= Ice cream parlour sex scandal =

Political sex scandal in India

The ice cream parlour sex scandal is a long running sex scandal that rocked the Indian National Congress-led UDF government following a complaint by a Kozhikode-based NGO, Anweshi that an ice cream parlour was being run as a brothel and a number of girls were being sexually exploited there.

Former Chief Minister VS Achuthanandan has alleged in his petition that the then state government is not making any serious effort to bring the accused to book as several influential persons including its sitting Minister for Industries and Information Technology PK Kunhalikutty is said to be involved in the racket.

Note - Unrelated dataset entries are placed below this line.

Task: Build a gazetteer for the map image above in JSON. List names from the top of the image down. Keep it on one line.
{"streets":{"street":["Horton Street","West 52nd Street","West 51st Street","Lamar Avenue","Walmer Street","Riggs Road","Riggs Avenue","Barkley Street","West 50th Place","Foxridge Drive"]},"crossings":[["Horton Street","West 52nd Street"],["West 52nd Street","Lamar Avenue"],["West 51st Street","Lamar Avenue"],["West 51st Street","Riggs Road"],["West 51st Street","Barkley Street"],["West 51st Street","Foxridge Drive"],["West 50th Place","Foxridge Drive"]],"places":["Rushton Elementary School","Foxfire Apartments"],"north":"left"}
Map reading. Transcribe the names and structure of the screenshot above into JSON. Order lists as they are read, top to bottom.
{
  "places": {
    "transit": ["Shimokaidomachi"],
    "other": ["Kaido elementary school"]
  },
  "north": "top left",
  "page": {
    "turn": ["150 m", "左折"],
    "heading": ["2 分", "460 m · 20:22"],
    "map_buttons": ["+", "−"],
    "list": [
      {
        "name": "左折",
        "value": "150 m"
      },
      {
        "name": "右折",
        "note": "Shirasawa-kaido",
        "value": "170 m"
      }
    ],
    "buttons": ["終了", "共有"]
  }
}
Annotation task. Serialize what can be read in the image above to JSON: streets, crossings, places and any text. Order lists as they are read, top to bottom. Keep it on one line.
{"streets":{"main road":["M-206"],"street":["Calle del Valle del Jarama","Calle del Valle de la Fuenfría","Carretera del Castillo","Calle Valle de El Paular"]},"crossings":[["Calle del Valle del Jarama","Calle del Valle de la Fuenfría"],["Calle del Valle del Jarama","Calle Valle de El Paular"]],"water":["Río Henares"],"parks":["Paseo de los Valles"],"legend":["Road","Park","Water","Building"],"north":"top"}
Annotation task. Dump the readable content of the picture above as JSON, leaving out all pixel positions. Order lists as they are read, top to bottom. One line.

In his appeal Achuthanandan, stated that KA Rauf, co-brother of Kunhalikutty, made a disclosure at a press conference on 28 January 2011 that the minister had influenced several key witnesses in the sex scandal to turn hostile for pecuniary benefits.

On the basis of the said disclosure, Kerala police registered a fresh case on 30 January 2011 and on 2 February, a Special Investigation Team was constituted, to probe the claim, said the plea by former state CM.

The case diary relating to the "ice cream parlour sabotage case" indicated that Indian Union Muslim League leader and Industries Minister P K Kunhalikutty tried to influence witnesses in his favour. As per the investigation report, witnesses have in their statements to police alleged Kunhalikutty tried to persuade them to change their original depositions in his favour. They said they had also received financial benefits to retract from their earlier statements which went against Kunalikutty, through his relative K A Rauf.Though Kunhalikutty never became an accused in the case, he had come under a cloud in the wake of the scandal and had to quit a ministry then. In addition, accusations have been made that UDF government has deliberately obstructed progress in the investigation in order to protect themselves, relatives, or friends.